The U.S. Department of Veterans Affairs (VA) Office of Inspector General (OIG) released a scathing audit report on the “Personnel Suitability Program” for the Veterans Health Administration (VHA). Mincing no words, the OIG noted that “the VA did not provide effective governance of the personnel suitability program to ensure that background investigation requirements were met at medical facilities nationwide.”
Appalling situation at the VHA
Digging into the audit a bit deeper we sadly find a total lack of process and procedure, creating the vulnerability of inappropriate personnel being placed into positions of responsibility and direct patient contact (or both).
VHA requires background investigations for “most” medical staff. These are identified as, “physicians, nurses, pharmacists, and laboratory technicians” The OIG estimates that 6.2% of medical staff (6,200 staff members) never had a background check initiated. Approximately 65.9% of all medical employees whose backgrounds were checked required administrative adjudication.
The requirement to marry the completed background check with an employee’s personnel file seems both logical and of great importance. That said, the OIG estimates that 35,215 VHA employees did not have their Certificate of Investigation placed in their electronic personnel file.
Overwhelmed at the VHA and VA
To put it gently, the VHA was and is systemically overwhelmed.
The OIG estimates that of those background investigations processed, about 13 percent (10,400) were not adjudicated in a timely manner across multiple VA Medical Centers.
The VHA did not detect and correct these irregularities because they had no one to do it. Thus, lack of focus on what is important effectively “exposed veterans and employees to individuals who have not been properly vetted.”
Finding 1 – VA’s management of the Personnel Suitability Program for VHA employees needs improvement.
An understatement if there ever was one. As pointed out by the OIG, “the lack of background investigations and adjudications is in direct violation of E.O. 13764 and OPM regulations.”
The OIG provided examples of individuals who had direct access to patients in VA Medical Centers.
- Dayton VA Medical Center – a registered nurse worked 1,452 days before a background check was initiated. The OIG’s visit to the facility was responsible for the error being discovered.
- Charlie Norwood VA Medical Center (Augusta, Ga.) – as was the case in Dayton, the OIG’s visit revealed that a registered nurse had been employed at the center for 774 days without a background check being initiated.
The PSS (Personnel Security and Suitability) Program Management Office acknowledge they lacked sufficient staff to perform any regular oversight of the suitability program. In 2017, this office, PSS, conducted a nationwide review and found that the Long Beach Healthcare System to be the most egregious. This facility had a backlog of over “2,900 delinquent suitability adjudications”
Recommendations – Of the eight recommendations, seven pertain to getting the VHA and VA on the same page as far as adjudication, division of labor and process flow. In addition, named entities, all designed to provide clarity of process, and get the background investigation and adjudication process operating within the scope of E.O. 13764. The eighth recommendation directs the VA and VHA to “evaluate human capital needs and coordinate appropriate resources to manage personnel suitability workload at VA medical facilities.
Finding 2 – The VA needs to improve the reliability of human resources data
The OIG found that uniformity of process was lacking throughout the VHA. Specifically, the fact that electronic personnel files and physical hard copy personnel files were both being used. Furthermore, the general lack of an effective case management system precluded the VHA and VA from making informed decisions.

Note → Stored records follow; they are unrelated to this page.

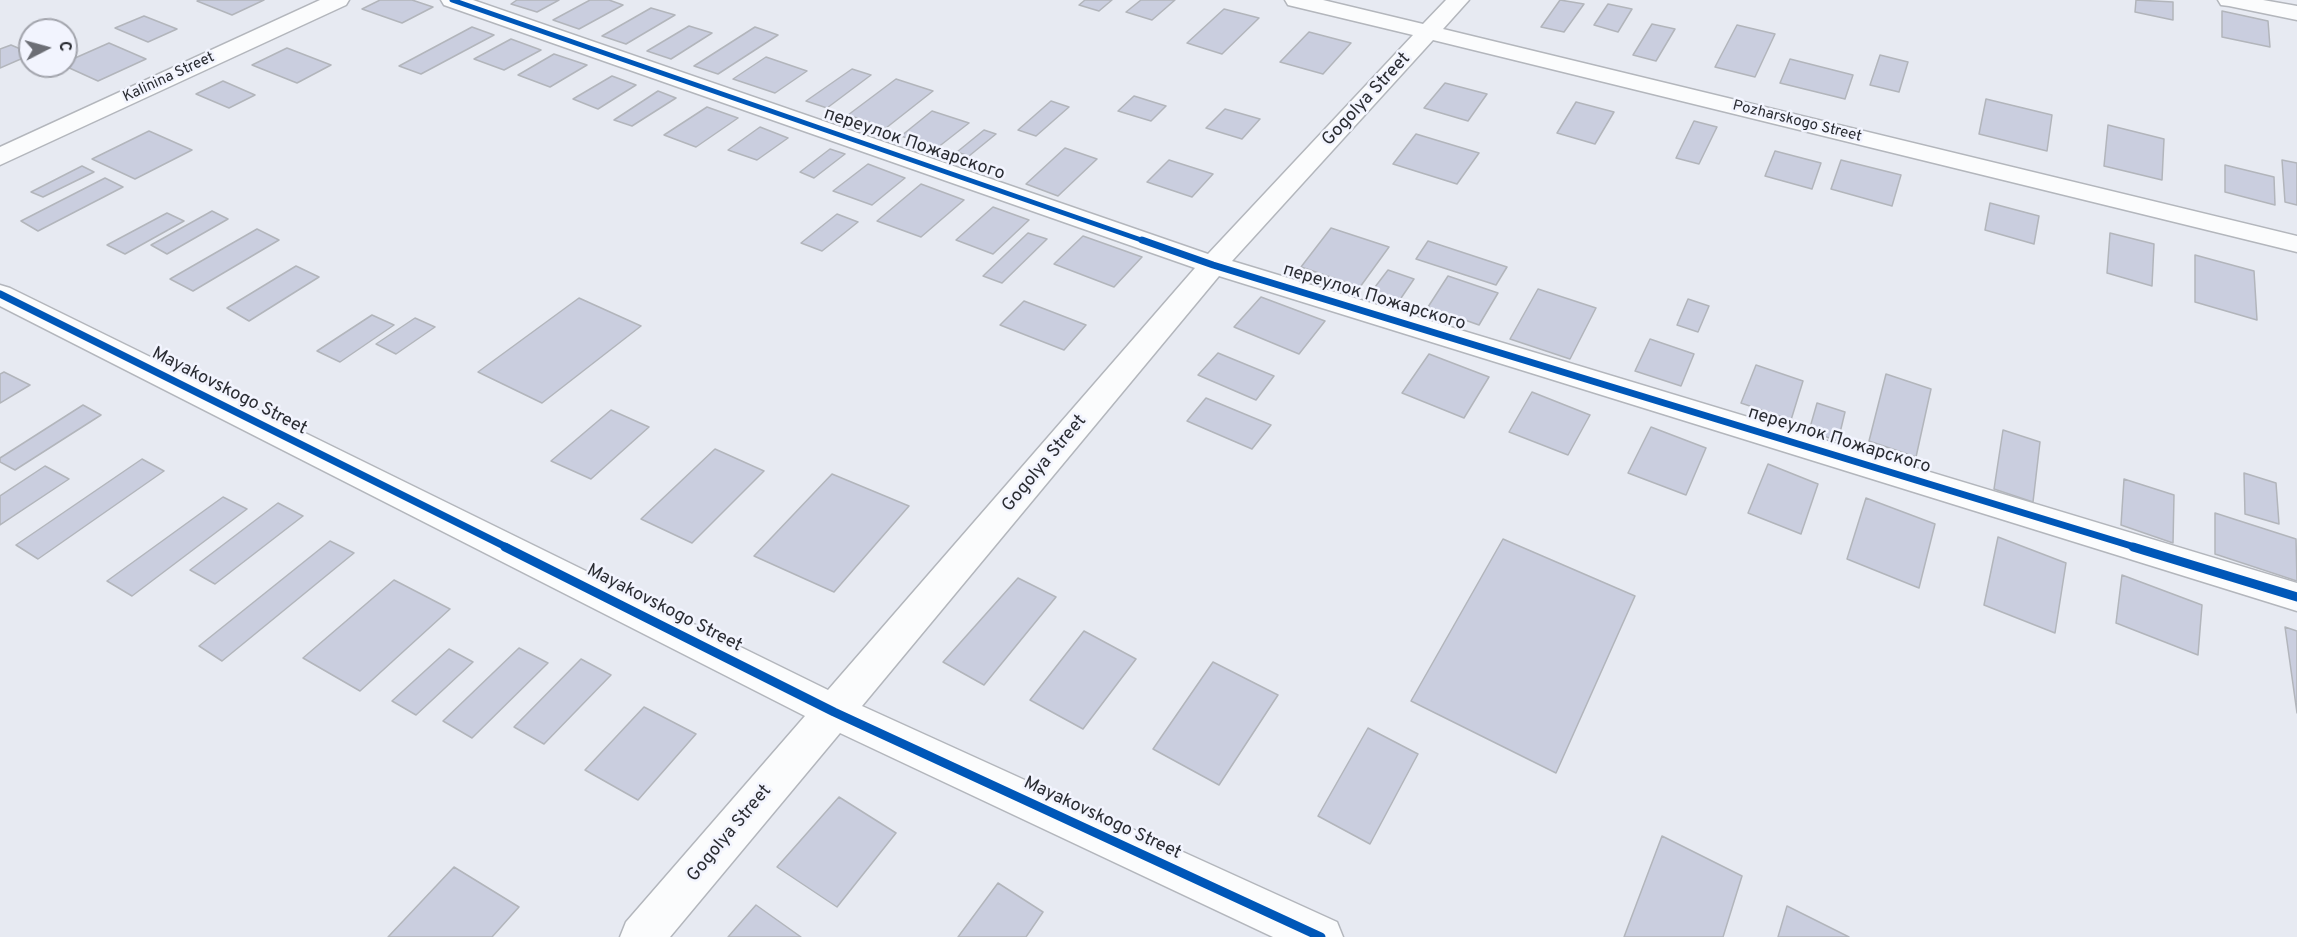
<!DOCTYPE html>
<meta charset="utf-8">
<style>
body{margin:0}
#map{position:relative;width:2297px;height:937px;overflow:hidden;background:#e7eaf2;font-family:Overpass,sans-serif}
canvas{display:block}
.north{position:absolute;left:18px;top:18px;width:60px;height:60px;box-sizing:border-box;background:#f2f4fe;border:2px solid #a2a4ac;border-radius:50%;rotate:84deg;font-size:16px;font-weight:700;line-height:24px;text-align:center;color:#2a2c32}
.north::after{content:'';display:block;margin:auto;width:21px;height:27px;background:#6c6e75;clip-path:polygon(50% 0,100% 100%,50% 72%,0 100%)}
</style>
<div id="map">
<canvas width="2297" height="937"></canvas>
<div class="north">С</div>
</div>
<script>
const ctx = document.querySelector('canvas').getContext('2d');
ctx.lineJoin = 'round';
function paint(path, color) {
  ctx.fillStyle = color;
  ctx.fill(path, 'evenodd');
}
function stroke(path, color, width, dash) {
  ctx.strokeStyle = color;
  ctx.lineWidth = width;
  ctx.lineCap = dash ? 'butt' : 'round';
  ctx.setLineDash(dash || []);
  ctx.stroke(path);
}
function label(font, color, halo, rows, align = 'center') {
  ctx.font = font + ' Overpass,sans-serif';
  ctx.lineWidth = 5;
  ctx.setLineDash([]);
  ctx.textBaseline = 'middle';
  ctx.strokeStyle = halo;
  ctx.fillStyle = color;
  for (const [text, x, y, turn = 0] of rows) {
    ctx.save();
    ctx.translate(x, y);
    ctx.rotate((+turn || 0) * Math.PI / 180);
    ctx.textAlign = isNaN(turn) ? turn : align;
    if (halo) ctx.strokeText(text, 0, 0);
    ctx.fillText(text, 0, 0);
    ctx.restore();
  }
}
const building = new Path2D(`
 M 200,0 L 264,0 L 232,15 L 197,1 Z
 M 380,0 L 412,0 L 433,7 L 402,23 L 362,9 Z
 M 517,0 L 559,0 L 537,12 L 511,4 Z
 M 590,0 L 609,0 L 623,5 L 579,29 L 553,20 Z
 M 1085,0 L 1112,0 L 1099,11 L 1079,5 Z
 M 1141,0 L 1175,0 L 1152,20 L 1126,12 Z
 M 1560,0 L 1584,4 L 1564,32 L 1541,27 Z
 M 2136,0 L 2173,2 L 2173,20 L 2135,12 Z
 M 1608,4 L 1632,9 L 1618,32 L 1594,25 Z
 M 651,8 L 675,15 L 626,44 L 602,36 Z
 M 1224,9 L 1259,18 L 1222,54 L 1187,43 Z
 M 2222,11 L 2268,21 L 2270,47 L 2222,37 Z
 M 144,16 L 177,29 L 148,42 L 115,28 Z
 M 1652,24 L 1675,29 L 1656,61 L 1633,55 Z
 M 1737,25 L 1775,34 L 1755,77 L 1715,67 Z
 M 689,26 L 712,33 L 671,59 L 647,51 Z
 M 472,27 L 494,35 L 421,74 L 399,66 Z
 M 755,27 L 778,35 L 718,74 L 694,66 Z
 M 1309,32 L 1351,43 L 1323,74 L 1280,62 Z
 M 511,39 L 541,50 L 504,70 L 474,59 Z
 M 109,43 L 146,59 L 98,81 L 65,66 L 66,62 Z
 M 11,45 L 30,53 L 30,55 L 0,68 L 0,49 Z
 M 287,48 L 331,65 L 297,83 L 252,65 Z
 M 554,54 L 587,65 L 550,87 L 518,75 Z
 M 1880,55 L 1908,62 L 1899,92 L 1870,85 Z
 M 766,57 L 807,71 L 775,93 L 733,79 Z
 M 1790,59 L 1853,75 L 1845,99 L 1780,83 Z
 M 852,69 L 871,75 L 827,108 L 806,101 Z
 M 612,76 L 636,85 L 598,109 L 573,99 Z
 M 896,79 L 933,91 L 886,128 L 848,115 Z
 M 223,81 L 255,95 L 229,108 L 196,94 Z
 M 1445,83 L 1487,94 L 1468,121 L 1424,108 Z
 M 658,91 L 676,98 L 632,126 L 614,120 Z
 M 1134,96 L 1166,106 L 1151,121 L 1118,111 Z
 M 1986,99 L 2052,115 L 2047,151 L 1979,134 Z
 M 1051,101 L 1069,107 L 1036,136 L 1018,130 Z
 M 1576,102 L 1614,112 L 1595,144 L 1557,133 Z
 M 707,107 L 738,118 L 696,147 L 664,135 Z
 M 1225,109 L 1260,119 L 1242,139 L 1206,128 Z
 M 932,111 L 969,123 L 937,148 L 901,136 Z
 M 1694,121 L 1717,127 L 1699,164 L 1676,158 Z
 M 2108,125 L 2164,139 L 2162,180 L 2104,166 Z
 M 760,127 L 788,138 L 757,160 L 728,150 Z
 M 984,130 L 996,134 L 969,156 L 957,152 Z
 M 149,131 L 192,150 L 135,179 L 92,159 Z
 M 1416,134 L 1479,153 L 1457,184 L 1393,164 Z
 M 1065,148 L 1097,159 L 1058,196 L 1026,184 Z
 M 830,149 L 845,154 L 814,178 L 800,172 Z
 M 1775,151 L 1821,163 L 1812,189 L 1765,176 Z
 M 1169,160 L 1213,174 L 1192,197 L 1147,182 Z
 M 1841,160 L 1901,175 L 1892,206 L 1831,189 Z
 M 2282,160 L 2297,163 L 2297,205 L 2285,202 Z
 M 868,164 L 905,178 L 872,205 L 833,191 Z
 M 2225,165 L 2274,177 L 2275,205 L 2225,192 Z
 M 82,166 L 94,172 L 43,197 L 31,192 Z
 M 105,178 L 123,187 L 38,231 L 21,221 Z
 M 921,184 L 964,200 L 921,237 L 877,221 Z
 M 1990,203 L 2039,216 L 2034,244 L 1985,230 Z
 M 993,207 L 1029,220 L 993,254 L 956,240 Z
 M 212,211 L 228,219 L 167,254 L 151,245 Z
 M 167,213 L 184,221 L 125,254 L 107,245 Z
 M 837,214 L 858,222 L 822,251 L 801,243 Z
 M 1331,228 L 1389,247 L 1360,287 L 1301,267 Z
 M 257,229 L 279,240 L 193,291 L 170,279 Z
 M 1028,233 L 1047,239 L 1002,283 L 983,276 Z
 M 2110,233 L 2154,244 L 2152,286 L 2107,273 Z
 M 1083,236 L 1142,257 L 1114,287 L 1054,264 Z
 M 1428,241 L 1507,267 L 1496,285 L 1416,259 Z
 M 2195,255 L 2254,271 L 2257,320 L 2195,302 Z
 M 296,266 L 319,277 L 249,321 L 227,308 Z
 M 1388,270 L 1414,279 L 1399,301 L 1372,291 Z
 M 1448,276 L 1498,293 L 1479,325 L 1428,307 Z
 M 1538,289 L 1596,308 L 1570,359 L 1510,339 Z
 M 1261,297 L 1325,321 L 1299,354 L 1234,327 Z
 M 579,298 L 641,326 L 542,403 L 478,372 Z
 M 1688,299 L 1709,306 L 1698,332 L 1677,325 Z
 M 1024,301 L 1086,325 L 1064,350 L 1000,325 Z
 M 372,315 L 394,325 L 340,362 L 317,351 Z
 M 415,318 L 435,327 L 396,354 L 376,344 Z
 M 1650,339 L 1694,354 L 1681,386 L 1635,371 Z
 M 1218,353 L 1274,376 L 1256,400 L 1198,375 Z
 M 1429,354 L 1489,377 L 1464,418 L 1402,393 Z
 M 1756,365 L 1803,381 L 1791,420 L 1741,403 Z
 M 4,372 L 30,385 L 0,403 L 0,374 Z
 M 1886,374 L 1931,389 L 1916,457 L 1869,441 Z
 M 1532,392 L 1590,415 L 1568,455 L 1509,432 Z
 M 1206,398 L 1271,425 L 1252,449 L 1187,421 Z
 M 1817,403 L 1845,412 L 1838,441 L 1809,431 Z
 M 83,405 L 101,415 L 15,470 L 0,462 L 0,458 Z
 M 611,410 L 649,427 L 591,479 L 551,461 Z
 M 1651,427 L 1706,448 L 1686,495 L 1628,473 Z
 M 2003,430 L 2040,442 L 2033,502 L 1994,489 Z
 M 715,449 L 764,471 L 692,543 L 641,519 Z
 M 142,459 L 164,471 L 38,559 L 16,545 Z
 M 1768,464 L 1818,484 L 1801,534 L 1748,513 Z
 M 45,466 L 69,479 L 0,525 L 0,496 Z
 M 2244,473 L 2276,483 L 2279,524 L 2245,514 Z
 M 832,474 L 909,506 L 834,592 L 754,556 Z
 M 2124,479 L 2174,495 L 2173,543 L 2121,525 Z
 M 223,497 L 247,509 L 132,596 L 107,581 Z
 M 1866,498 L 1935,524 L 1919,588 L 1847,559 Z
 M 278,503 L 303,516 L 215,584 L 190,570 Z
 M 2215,513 L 2296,539 L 2297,581 L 2215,554 Z
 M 1998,537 L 2066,563 L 2055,633 L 1984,605 Z
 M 1503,539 L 1635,596 L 1556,773 L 1411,701 Z
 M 330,541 L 354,553 L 222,661 L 199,646 Z
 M 2122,575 L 2202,605 L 2198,655 L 2116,623 Z
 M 1018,578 L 1056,597 L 984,685 L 943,662 Z
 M 394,580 L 450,609 L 360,691 L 303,658 Z
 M 2285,627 L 2297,631 L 2297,713 Z
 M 1084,631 L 1136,659 L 1083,729 L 1030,700 Z
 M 519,648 L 548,663 L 472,738 L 443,721 Z
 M 449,649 L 473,662 L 416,715 L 392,701 Z
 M 581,659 L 611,675 L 544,744 L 514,727 Z
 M 1213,662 L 1278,695 L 1219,785 L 1153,749 Z
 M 644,707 L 696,734 L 638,800 L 585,770 Z
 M 1368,728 L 1418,754 L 1370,844 L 1318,816 Z
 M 839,797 L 896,833 L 837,907 L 777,867 Z
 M 1662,836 L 1742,876 L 1723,937 L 1624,937 Z
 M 454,867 L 519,907 L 492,937 L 388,937 Z
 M 998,883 L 1043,912 L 1026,937 L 958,937 Z
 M 756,905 L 801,937 L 728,937 Z
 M 1787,906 L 1849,937 L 1778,937 Z`);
paint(building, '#cacedf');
stroke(building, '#b2b5bb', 1.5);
const minor = new Path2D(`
 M 320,0 L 349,0 L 346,5 L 0,165 L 0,147 Z
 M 441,0 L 473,0 L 1208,254 L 1413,35 L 1288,5 L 1285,0 L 1323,0 L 1423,24 L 1446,0 L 1469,0 L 1443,29 L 2297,236 L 2297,252 L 1433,40 L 1232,261 L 2297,583 L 2297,611 L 1219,276 L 862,706 L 1337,922 L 1343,937 L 1273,937 L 840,733 L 670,937 L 620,937 L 626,922 L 805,716 L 0,306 L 0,285 L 10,288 L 828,690 L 1195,268 L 444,5 Z
 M 2218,0 L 2263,0 L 2297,6 L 2297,20 L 2229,6 L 2221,5 Z`);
stroke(minor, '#b3b6bc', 3);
paint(minor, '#fbfcfd');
stroke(new Path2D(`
 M 452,0 L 1147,242`), '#0057b8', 5);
stroke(new Path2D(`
 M 1142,240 L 1213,265 L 2138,548
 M 0,294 L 508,548`), '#0057b8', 7);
stroke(new Path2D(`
 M 505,547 L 834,712 L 1321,937
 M 2133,547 L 2297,597`), '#0057b8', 9);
label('15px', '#2a2c32', '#f2f4fe', [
 ["Kalinina Street",169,78,-25],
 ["Pozharskogo Street",1797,122,14]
]);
label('18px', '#2a2c32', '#f2f4fe', [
 ["Gogolya Street",1367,100,-47],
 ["переулок Пожарского",914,145,19],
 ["переулок Пожарского",1374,298,17],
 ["Mayakovskogo Street",229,392,27],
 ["переулок Пожарского",1839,441,17],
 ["Gogolya Street",1045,464,-50],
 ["Mayakovskogo Street",664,609,27],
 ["Mayakovskogo Street",1102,819,25],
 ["Gogolya Street",730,834,-50]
]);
</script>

Recommendations – As was the case with the prior finding, the recommendations were largely administrative reorganization. With an admonishment to “ensure that personnel suitability investigation data are fully evaluated and reliable for program tracking and oversight.”
The OIG report signals how the security clearance and suitability process is broken across the federal government. At the VA, as with other organizations, it’s not simply the background investigation process that’s in trouble. The records keeping and overall management system that determines who is granted a security clearance, and who should be eligible for a security clearance, is in need of reform.